### Records for the task
__________________________________________________
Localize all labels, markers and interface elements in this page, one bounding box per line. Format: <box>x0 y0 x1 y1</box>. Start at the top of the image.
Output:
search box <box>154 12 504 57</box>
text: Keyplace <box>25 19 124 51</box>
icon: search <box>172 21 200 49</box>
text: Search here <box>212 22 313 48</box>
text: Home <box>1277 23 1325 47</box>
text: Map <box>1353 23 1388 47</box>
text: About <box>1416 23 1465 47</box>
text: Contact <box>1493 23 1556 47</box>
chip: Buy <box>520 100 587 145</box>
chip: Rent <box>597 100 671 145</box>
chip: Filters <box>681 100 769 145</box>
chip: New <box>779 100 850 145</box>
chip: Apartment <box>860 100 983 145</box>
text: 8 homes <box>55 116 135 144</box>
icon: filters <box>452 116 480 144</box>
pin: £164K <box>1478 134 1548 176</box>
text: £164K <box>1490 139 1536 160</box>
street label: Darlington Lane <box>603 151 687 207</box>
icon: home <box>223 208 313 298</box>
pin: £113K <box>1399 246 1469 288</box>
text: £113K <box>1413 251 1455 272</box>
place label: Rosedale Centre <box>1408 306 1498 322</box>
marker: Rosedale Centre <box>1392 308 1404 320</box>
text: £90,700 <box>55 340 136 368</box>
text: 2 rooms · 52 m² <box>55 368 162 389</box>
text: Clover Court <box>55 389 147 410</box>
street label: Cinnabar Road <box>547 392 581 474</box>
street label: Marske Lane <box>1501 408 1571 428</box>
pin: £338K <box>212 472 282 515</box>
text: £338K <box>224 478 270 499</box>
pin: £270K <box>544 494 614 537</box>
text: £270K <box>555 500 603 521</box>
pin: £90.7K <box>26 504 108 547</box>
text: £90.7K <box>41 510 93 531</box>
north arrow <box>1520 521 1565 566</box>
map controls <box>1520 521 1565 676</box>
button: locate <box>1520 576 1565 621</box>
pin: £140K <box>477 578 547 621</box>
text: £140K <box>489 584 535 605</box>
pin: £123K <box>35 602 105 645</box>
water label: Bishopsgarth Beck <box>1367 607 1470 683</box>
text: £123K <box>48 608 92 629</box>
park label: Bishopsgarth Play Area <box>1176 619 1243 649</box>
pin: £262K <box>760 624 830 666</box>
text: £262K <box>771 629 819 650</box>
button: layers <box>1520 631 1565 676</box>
__________________________________________________
### Aim of the task
Set down the complete listing once more, exactly as it stands above.

### Answer box
Localize all labels, markers and interface elements in this page, one bounding box per line. Format: <box>x0 y0 x1 y1</box>. Start at the top of the image.
Output:
search box <box>154 12 504 57</box>
text: Keyplace <box>25 19 124 51</box>
icon: search <box>172 21 200 49</box>
text: Search here <box>212 22 313 48</box>
text: Home <box>1277 23 1325 47</box>
text: Map <box>1353 23 1388 47</box>
text: About <box>1416 23 1465 47</box>
text: Contact <box>1493 23 1556 47</box>
chip: Buy <box>520 100 587 145</box>
chip: Rent <box>597 100 671 145</box>
chip: Filters <box>681 100 769 145</box>
chip: New <box>779 100 850 145</box>
chip: Apartment <box>860 100 983 145</box>
text: 8 homes <box>55 116 135 144</box>
icon: filters <box>452 116 480 144</box>
pin: £164K <box>1478 134 1548 176</box>
text: £164K <box>1490 139 1536 160</box>
street label: Darlington Lane <box>603 151 687 207</box>
icon: home <box>223 208 313 298</box>
pin: £113K <box>1399 246 1469 288</box>
text: £113K <box>1413 251 1455 272</box>
place label: Rosedale Centre <box>1408 306 1498 322</box>
marker: Rosedale Centre <box>1392 308 1404 320</box>
text: £90,700 <box>55 340 136 368</box>
text: 2 rooms · 52 m² <box>55 368 162 389</box>
text: Clover Court <box>55 389 147 410</box>
street label: Cinnabar Road <box>547 392 581 474</box>
street label: Marske Lane <box>1501 408 1571 428</box>
pin: £338K <box>212 472 282 515</box>
text: £338K <box>224 478 270 499</box>
pin: £270K <box>544 494 614 537</box>
text: £270K <box>555 500 603 521</box>
pin: £90.7K <box>26 504 108 547</box>
text: £90.7K <box>41 510 93 531</box>
north arrow <box>1520 521 1565 566</box>
map controls <box>1520 521 1565 676</box>
button: locate <box>1520 576 1565 621</box>
pin: £140K <box>477 578 547 621</box>
text: £140K <box>489 584 535 605</box>
pin: £123K <box>35 602 105 645</box>
water label: Bishopsgarth Beck <box>1367 607 1470 683</box>
text: £123K <box>48 608 92 629</box>
park label: Bishopsgarth Play Area <box>1176 619 1243 649</box>
pin: £262K <box>760 624 830 666</box>
text: £262K <box>771 629 819 650</box>
button: layers <box>1520 631 1565 676</box>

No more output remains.